== Data extracts

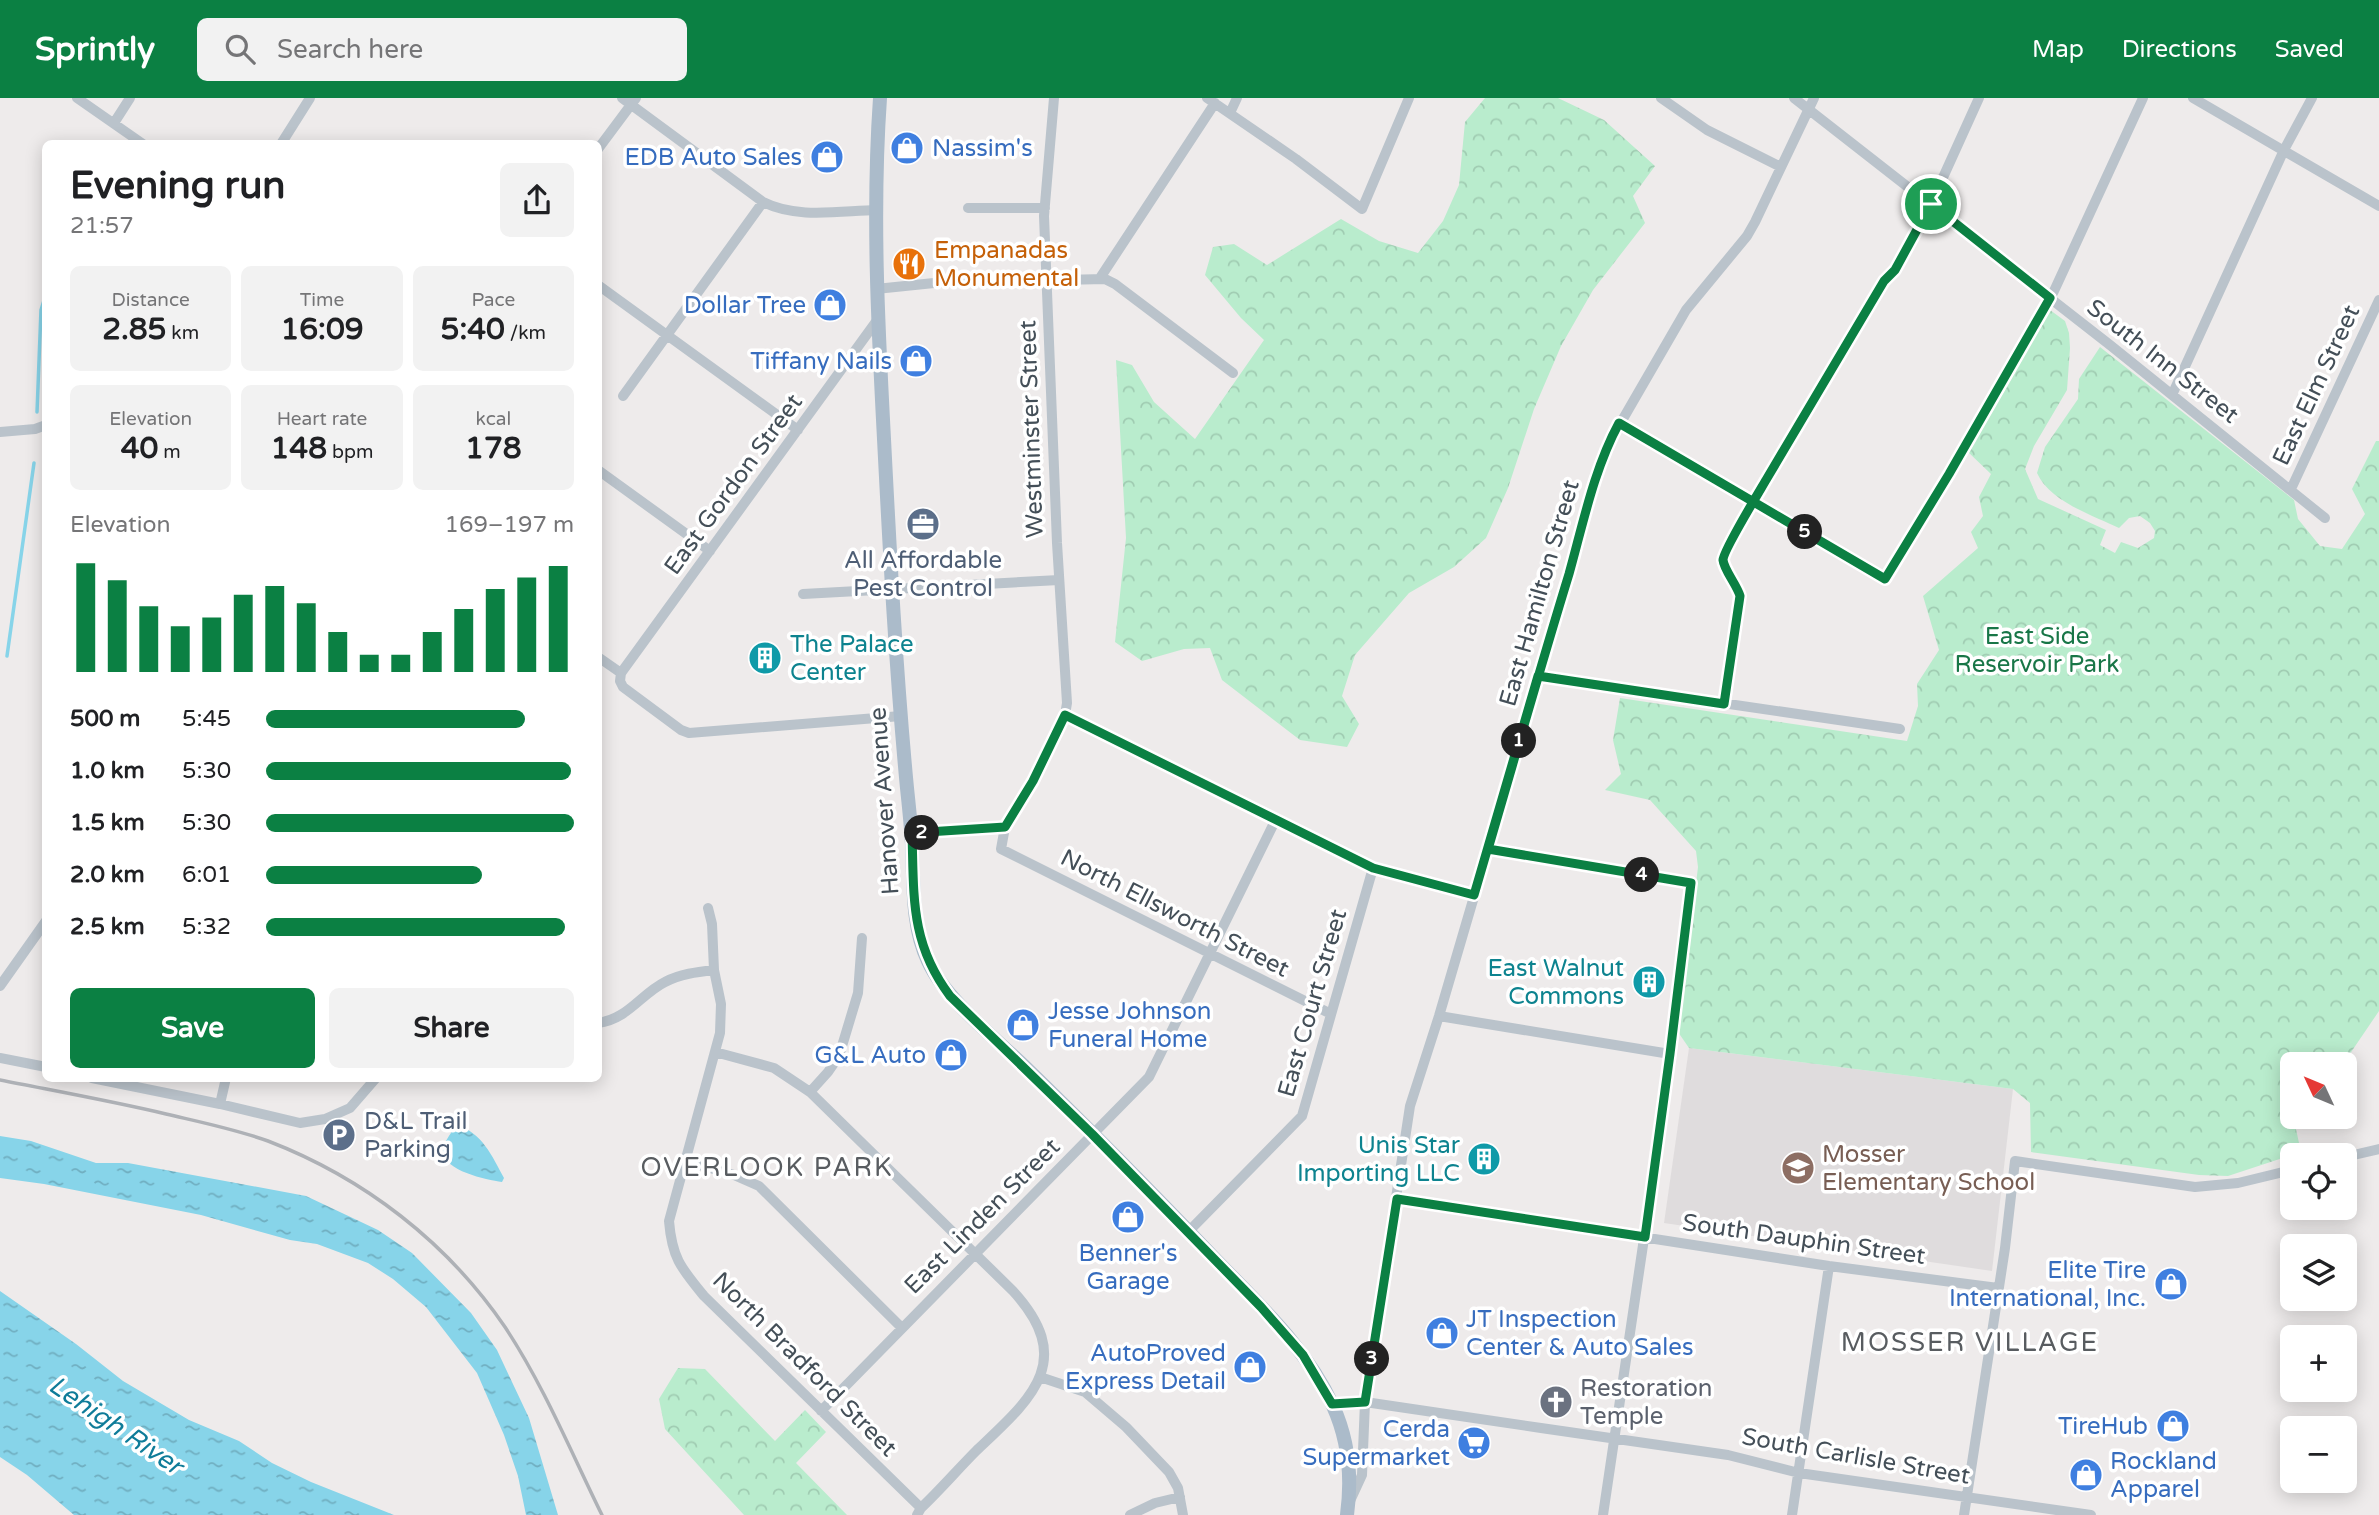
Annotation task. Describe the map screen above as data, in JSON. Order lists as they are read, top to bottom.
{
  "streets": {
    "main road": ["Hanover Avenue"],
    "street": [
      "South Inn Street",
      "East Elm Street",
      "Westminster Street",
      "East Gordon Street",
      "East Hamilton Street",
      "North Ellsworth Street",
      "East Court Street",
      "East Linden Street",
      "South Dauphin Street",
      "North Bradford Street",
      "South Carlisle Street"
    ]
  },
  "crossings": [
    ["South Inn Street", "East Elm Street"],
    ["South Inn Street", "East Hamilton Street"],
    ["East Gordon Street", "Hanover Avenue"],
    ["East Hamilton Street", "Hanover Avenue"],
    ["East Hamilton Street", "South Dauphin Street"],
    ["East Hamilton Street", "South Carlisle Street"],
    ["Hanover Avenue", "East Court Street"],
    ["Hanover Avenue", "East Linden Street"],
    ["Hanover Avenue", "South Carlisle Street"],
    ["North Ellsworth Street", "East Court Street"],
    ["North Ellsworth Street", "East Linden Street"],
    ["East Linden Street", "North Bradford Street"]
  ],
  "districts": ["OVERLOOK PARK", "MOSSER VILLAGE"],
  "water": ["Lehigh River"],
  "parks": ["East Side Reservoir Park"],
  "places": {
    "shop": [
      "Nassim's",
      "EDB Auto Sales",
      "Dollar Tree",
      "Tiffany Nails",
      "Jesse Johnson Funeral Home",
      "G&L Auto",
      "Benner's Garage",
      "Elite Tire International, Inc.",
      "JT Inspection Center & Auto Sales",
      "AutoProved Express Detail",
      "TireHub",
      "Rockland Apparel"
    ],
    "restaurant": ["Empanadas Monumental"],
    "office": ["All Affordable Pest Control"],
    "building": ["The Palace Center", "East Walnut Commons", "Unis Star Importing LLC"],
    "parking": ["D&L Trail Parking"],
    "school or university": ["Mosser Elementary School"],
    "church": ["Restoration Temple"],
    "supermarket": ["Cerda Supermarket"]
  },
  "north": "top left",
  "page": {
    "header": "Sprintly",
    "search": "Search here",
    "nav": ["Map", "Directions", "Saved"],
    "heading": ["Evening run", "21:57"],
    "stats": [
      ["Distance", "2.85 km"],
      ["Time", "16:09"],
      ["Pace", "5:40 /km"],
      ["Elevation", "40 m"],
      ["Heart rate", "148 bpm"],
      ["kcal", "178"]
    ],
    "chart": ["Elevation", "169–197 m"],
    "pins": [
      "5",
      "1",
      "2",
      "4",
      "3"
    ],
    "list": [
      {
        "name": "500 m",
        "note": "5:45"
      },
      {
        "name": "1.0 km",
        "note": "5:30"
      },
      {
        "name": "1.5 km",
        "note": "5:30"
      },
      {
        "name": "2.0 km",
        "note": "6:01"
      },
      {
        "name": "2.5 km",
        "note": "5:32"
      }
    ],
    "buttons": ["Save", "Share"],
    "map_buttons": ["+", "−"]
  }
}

====
== Data extracts

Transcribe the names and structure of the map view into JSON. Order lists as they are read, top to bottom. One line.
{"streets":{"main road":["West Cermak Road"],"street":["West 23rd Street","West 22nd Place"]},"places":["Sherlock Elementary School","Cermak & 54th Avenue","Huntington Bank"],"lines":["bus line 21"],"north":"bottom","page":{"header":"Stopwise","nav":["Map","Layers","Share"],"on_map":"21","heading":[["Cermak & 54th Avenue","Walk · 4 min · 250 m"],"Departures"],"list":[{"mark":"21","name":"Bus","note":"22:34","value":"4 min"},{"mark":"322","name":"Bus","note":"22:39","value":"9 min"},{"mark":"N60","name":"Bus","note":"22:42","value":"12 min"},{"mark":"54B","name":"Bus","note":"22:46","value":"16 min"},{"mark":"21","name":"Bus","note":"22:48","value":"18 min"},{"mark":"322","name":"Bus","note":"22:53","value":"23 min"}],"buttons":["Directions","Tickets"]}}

====

> _Task instructions_:
Using the data above, show each line where "Elevation" occurs.

> _Answer section_:
      ["Elevation", "40 m"],
    "chart": ["Elevation", "169–197 m"],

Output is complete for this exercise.